-- DATA follows --

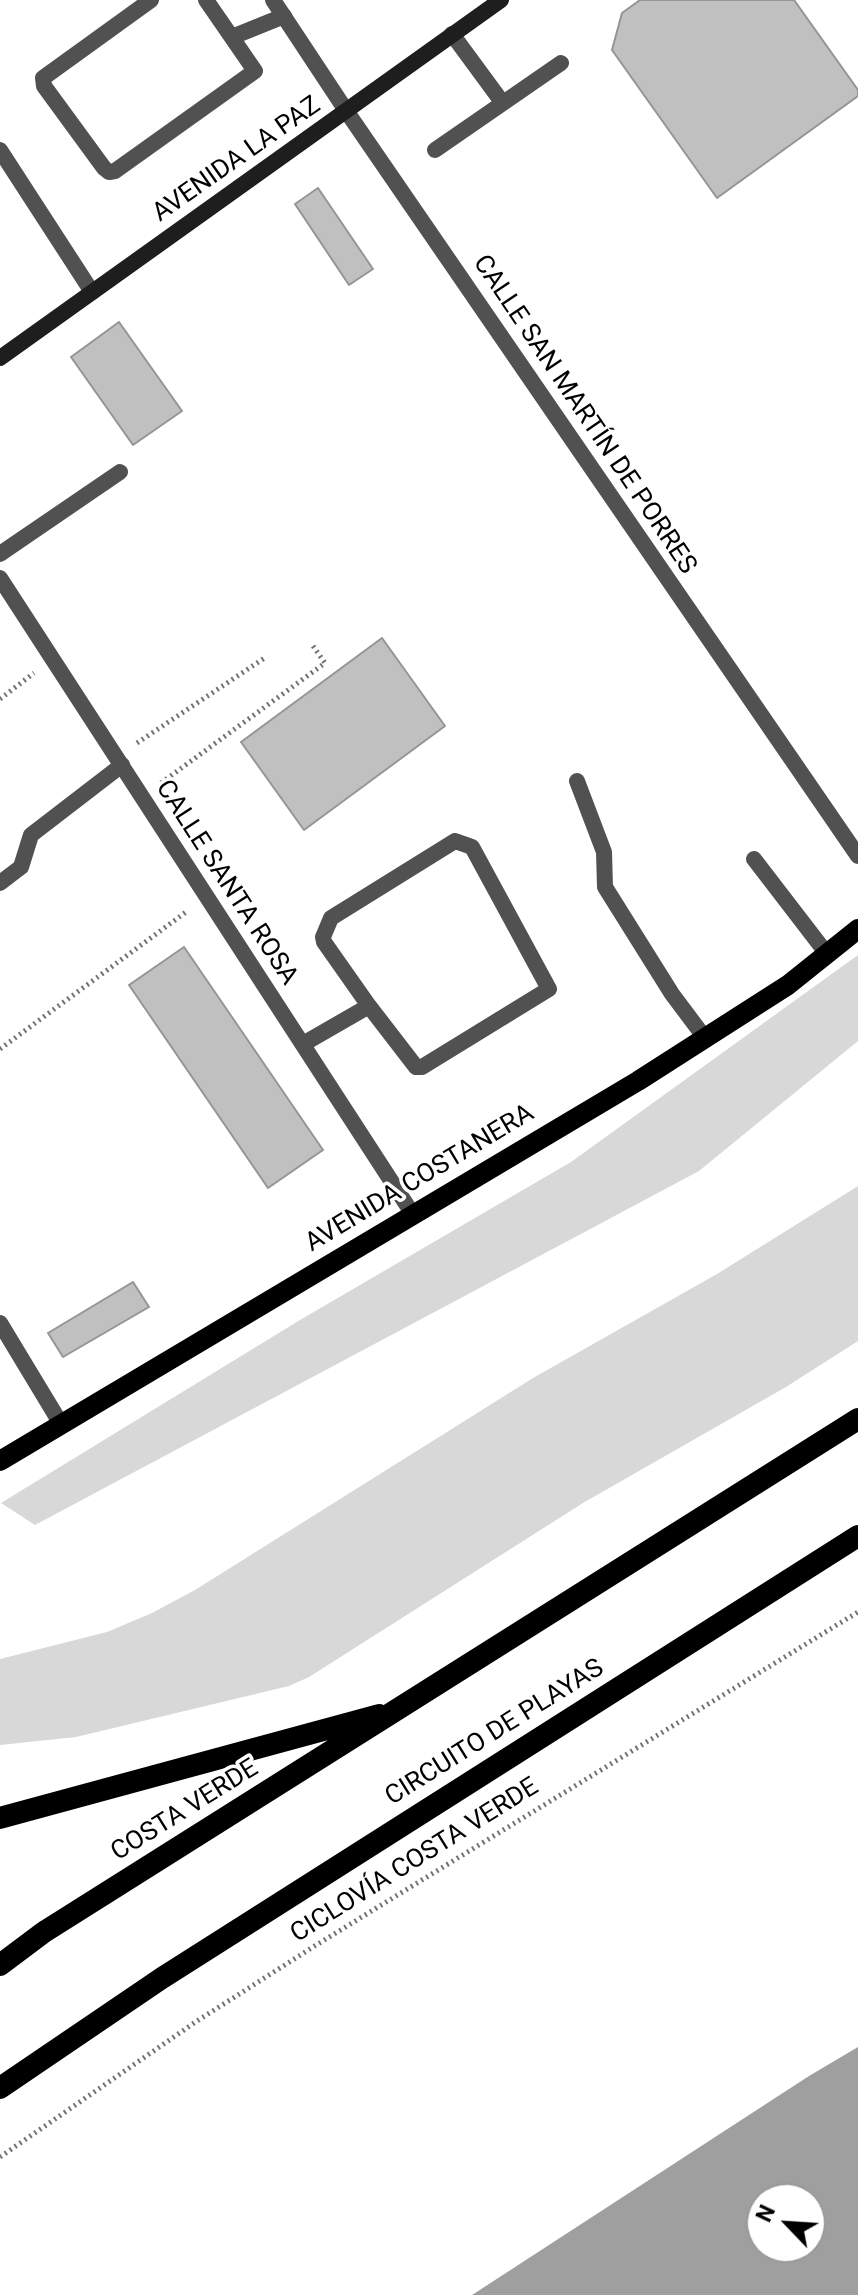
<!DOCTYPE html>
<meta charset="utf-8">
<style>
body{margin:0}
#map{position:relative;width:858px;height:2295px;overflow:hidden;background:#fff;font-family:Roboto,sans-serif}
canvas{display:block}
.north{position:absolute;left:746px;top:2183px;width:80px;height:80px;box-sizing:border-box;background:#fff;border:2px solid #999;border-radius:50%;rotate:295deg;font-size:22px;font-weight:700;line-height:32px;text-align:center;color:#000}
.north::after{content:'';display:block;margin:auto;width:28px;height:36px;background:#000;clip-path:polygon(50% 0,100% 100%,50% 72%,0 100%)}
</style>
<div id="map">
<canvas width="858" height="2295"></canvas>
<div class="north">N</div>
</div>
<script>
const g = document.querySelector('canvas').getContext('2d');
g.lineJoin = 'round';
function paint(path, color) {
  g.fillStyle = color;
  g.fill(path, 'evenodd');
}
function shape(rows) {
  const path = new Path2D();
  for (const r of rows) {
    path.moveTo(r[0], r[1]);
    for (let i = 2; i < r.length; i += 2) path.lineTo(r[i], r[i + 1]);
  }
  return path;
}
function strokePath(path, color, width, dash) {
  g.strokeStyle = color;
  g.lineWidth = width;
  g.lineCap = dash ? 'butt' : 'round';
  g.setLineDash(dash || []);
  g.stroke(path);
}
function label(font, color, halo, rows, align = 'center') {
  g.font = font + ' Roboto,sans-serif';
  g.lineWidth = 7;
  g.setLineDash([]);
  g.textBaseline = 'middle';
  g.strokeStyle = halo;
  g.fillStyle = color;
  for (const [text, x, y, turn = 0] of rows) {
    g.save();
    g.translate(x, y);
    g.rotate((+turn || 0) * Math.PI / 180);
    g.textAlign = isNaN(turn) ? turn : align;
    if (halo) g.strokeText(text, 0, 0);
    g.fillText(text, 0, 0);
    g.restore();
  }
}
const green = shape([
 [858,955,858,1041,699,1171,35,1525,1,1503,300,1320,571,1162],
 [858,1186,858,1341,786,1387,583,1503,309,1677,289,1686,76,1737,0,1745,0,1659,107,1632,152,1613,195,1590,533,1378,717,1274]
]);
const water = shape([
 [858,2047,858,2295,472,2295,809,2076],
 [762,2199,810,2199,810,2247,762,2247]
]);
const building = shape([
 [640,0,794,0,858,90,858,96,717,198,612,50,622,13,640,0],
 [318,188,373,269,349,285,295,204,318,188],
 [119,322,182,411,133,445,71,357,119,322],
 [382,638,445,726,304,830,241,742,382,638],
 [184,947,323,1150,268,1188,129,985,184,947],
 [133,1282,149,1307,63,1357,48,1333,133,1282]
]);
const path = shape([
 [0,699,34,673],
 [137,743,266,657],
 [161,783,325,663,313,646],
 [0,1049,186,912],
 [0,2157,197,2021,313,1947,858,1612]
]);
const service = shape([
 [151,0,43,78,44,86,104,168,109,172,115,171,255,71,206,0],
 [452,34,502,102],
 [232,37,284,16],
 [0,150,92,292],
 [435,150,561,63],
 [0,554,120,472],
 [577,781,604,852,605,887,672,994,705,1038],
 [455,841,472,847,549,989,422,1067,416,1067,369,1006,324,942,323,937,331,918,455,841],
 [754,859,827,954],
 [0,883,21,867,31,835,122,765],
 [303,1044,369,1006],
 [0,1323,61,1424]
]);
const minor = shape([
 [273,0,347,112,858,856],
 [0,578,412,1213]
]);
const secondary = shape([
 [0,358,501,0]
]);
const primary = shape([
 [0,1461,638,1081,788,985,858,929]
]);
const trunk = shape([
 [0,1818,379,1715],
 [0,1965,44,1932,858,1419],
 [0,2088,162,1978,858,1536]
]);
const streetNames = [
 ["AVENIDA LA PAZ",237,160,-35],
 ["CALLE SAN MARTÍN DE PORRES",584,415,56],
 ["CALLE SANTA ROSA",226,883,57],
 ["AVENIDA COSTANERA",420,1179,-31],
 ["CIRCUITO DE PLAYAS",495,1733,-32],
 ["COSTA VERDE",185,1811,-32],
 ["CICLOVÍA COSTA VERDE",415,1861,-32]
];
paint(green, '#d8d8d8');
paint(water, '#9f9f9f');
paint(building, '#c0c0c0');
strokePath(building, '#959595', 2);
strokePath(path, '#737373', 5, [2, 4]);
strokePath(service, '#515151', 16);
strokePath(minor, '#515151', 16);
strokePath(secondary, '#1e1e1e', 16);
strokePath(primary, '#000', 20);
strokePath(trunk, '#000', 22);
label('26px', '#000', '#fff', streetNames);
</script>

-- DATA concluded --

GOAL OF THE EXERCISE:
Take the lines above from the one holding "strokePath(minor, '#515151', 16);" to the last and output them exactly.

ANSWER SECTION:
strokePath(minor, '#515151', 16);
strokePath(secondary, '#1e1e1e', 16);
strokePath(primary, '#000', 20);
strokePath(trunk, '#000', 22);
label('26px', '#000', '#fff', streetNames);
</script>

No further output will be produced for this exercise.